**WHAT YOU SHOULD DO:** Word for word, restate the records that follow.

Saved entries
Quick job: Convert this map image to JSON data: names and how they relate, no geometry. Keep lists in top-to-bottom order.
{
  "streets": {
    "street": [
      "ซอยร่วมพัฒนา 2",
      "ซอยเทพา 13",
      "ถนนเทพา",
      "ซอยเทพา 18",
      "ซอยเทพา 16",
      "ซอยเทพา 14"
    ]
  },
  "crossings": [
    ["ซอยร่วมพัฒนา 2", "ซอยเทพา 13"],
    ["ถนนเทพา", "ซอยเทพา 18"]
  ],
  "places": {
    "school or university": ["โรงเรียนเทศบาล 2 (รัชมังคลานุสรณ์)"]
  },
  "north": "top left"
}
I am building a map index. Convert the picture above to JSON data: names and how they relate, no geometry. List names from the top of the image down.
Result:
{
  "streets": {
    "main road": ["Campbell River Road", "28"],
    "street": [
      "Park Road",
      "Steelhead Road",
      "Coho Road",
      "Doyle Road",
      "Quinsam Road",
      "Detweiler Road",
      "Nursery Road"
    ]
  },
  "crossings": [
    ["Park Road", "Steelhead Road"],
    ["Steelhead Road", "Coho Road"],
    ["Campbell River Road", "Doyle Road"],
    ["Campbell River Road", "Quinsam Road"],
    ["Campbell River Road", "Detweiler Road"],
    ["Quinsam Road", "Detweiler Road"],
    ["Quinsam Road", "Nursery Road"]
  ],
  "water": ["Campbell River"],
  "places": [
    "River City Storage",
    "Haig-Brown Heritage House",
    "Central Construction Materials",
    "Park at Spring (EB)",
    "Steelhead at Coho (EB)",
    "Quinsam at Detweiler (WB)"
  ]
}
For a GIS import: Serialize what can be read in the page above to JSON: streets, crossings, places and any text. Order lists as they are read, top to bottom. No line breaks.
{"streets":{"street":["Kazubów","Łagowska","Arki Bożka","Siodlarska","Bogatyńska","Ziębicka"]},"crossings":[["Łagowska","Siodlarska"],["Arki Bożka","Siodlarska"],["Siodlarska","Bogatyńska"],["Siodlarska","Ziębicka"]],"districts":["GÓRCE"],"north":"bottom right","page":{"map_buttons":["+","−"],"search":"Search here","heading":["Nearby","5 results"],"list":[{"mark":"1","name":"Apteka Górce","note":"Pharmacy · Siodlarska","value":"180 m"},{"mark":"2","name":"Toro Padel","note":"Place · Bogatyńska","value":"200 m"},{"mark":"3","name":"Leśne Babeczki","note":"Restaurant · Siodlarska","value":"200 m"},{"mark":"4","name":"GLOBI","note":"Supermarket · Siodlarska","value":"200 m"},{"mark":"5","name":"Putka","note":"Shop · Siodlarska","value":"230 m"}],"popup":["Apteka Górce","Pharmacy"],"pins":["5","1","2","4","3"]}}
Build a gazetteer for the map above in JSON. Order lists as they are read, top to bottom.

**WRITTEN REPLY:**
Quick job: Convert this map image to JSON data: names and how they relate, no geometry. Keep lists in top-to-bottom order.
{
  "streets": {
    "street": [
      "ซอยร่วมพัฒนา 2",
      "ซอยเทพา 13",
      "ถนนเทพา",
      "ซอยเทพา 18",
      "ซอยเทพา 16",
      "ซอยเทพา 14"
    ]
  },
  "crossings": [
    ["ซอยร่วมพัฒนา 2", "ซอยเทพา 13"],
    ["ถนนเทพา", "ซอยเทพา 18"]
  ],
  "places": {
    "school or university": ["โรงเรียนเทศบาล 2 (รัชมังคลานุสรณ์)"]
  },
  "north": "top left"
}
I am building a map index. Convert the picture above to JSON data: names and how they relate, no geometry. List names from the top of the image down.
Result:
{
  "streets": {
    "main road": ["Campbell River Road", "28"],
    "street": [
      "Park Road",
      "Steelhead Road",
      "Coho Road",
      "Doyle Road",
      "Quinsam Road",
      "Detweiler Road",
      "Nursery Road"
    ]
  },
  "crossings": [
    ["Park Road", "Steelhead Road"],
    ["Steelhead Road", "Coho Road"],
    ["Campbell River Road", "Doyle Road"],
    ["Campbell River Road", "Quinsam Road"],
    ["Campbell River Road", "Detweiler Road"],
    ["Quinsam Road", "Detweiler Road"],
    ["Quinsam Road", "Nursery Road"]
  ],
  "water": ["Campbell River"],
  "places": [
    "River City Storage",
    "Haig-Brown Heritage House",
    "Central Construction Materials",
    "Park at Spring (EB)",
    "Steelhead at Coho (EB)",
    "Quinsam at Detweiler (WB)"
  ]
}
For a GIS import: Serialize what can be read in the page above to JSON: streets, crossings, places and any text. Order lists as they are read, top to bottom. No line breaks.
{"streets":{"street":["Kazubów","Łagowska","Arki Bożka","Siodlarska","Bogatyńska","Ziębicka"]},"crossings":[["Łagowska","Siodlarska"],["Arki Bożka","Siodlarska"],["Siodlarska","Bogatyńska"],["Siodlarska","Ziębicka"]],"districts":["GÓRCE"],"north":"bottom right","page":{"map_buttons":["+","−"],"search":"Search here","heading":["Nearby","5 results"],"list":[{"mark":"1","name":"Apteka Górce","note":"Pharmacy · Siodlarska","value":"180 m"},{"mark":"2","name":"Toro Padel","note":"Place · Bogatyńska","value":"200 m"},{"mark":"3","name":"Leśne Babeczki","note":"Restaurant · Siodlarska","value":"200 m"},{"mark":"4","name":"GLOBI","note":"Supermarket · Siodlarska","value":"200 m"},{"mark":"5","name":"Putka","note":"Shop · Siodlarska","value":"230 m"}],"popup":["Apteka Górce","Pharmacy"],"pins":["5","1","2","4","3"]}}
Build a gazetteer for the map above in JSON. Order lists as they are read, top to bottom.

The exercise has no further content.